According to a leaked focus-group report, NBC's new Amy Poehler sitcom Parks and Recreation is a flop. But NBC's boy-genius Ben Silverman says it's cool, because whatever—focus groups always hate on stuff, man.

Nikki Finke poured cold water on excited Poehler fans yesterday by posting the report, which showed that preview audiences thought the show was a "carbon copy" of The Office, "derivative," "forced," predictable," "unoriginal," and "lacking in character development, even for a pilot" (ouch!).

Parks and Recreation is from Greg Daniels and Michael Schur, who produce The Office, and it shares the hit show's mockumentary format as it follows a city bureaucrat played by Poehler trying to turn an abandoned pit into a park. NBC has high hopes for the show because—no wait, NBC Universal Chief Jeff Zucker abandoned all hope last week when he said that NBC would never be No. 1 in prime time again. Anyway, NBC still wants the show to do well, so Silverman tried to spin the leak to EW:

All of the research we do around initial rough cuts is negative. If you had seen the initial research on all of ours and our competitors' successful shows, it tends to be like that.

Bravo! No worries, then. Parks and Recreation will suck no more than anything else on TV.

Of course, if all focus groups always says they hate every show they're shown, that would raise the question as to why networks continue to pay research firms gobs of money to conduct them. A perusal of the Parks and Recreation report shows the depth of insight and guidance you can get from a gang of unemployed mouth-breathers:

1. People want a show that's exactly like The Office.

Expectations for this show are very high, especially among OFFICE viewers.
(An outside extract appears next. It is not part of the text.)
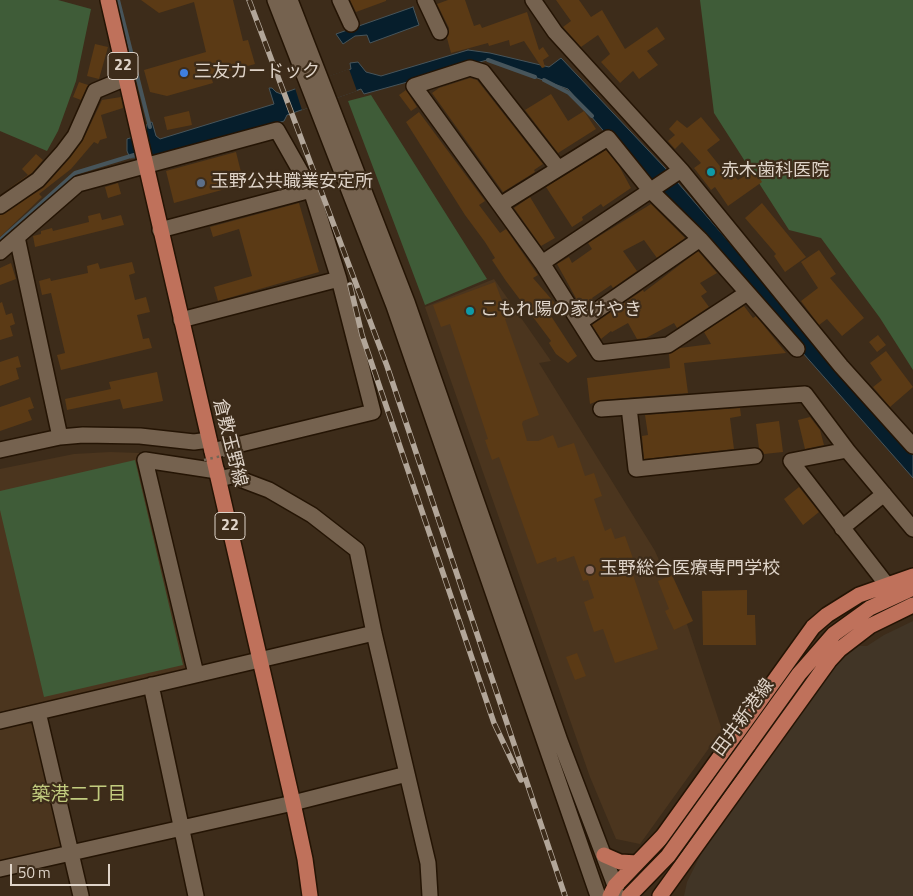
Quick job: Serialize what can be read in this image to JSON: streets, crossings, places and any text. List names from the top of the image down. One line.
{"streets":{"main road":["22","倉敷玉野線","田井新港線"]},"districts":["築港二丁目"],"places":["三友カードック","赤木歯科医院","玉野公共職業安定所","こもれ陽の家けやき","玉野総合医療専門学校"],"scale_bar":"50 m"}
Many had seen the promos and were expecting an "OFFICE-type mockumentary" with the same tone.

2. Parks and Recreation sucks because it is almost exactly like The Office!

But [they] felt the pilot was too close and similar to the OFFICE.

3. They hated The Office at first, too, but gave it time to grow on them.

However, many OFFICE fans were quick to point out that THE OFFICE did not become their favorite show overnight.

4. Parks and Recreation has about two episodes to become The Office.

[B]ut viewers will expect to see the show to be as good as THE OFFICE soon. Furthermore, labeling the show as being "from the producers of THE OFFICE" adds credibly (sic) to the show and helps raise viewers' expectations.

5. Too much of the show takes place at that abandoned pit.

Focus needs to evolve away from the pit—consider showing Leslie [Amy Poehler] and her team dealing with various parks and recreation duties.

6. More pit please!

Highest positive spike comes from Leslie falling into the pit.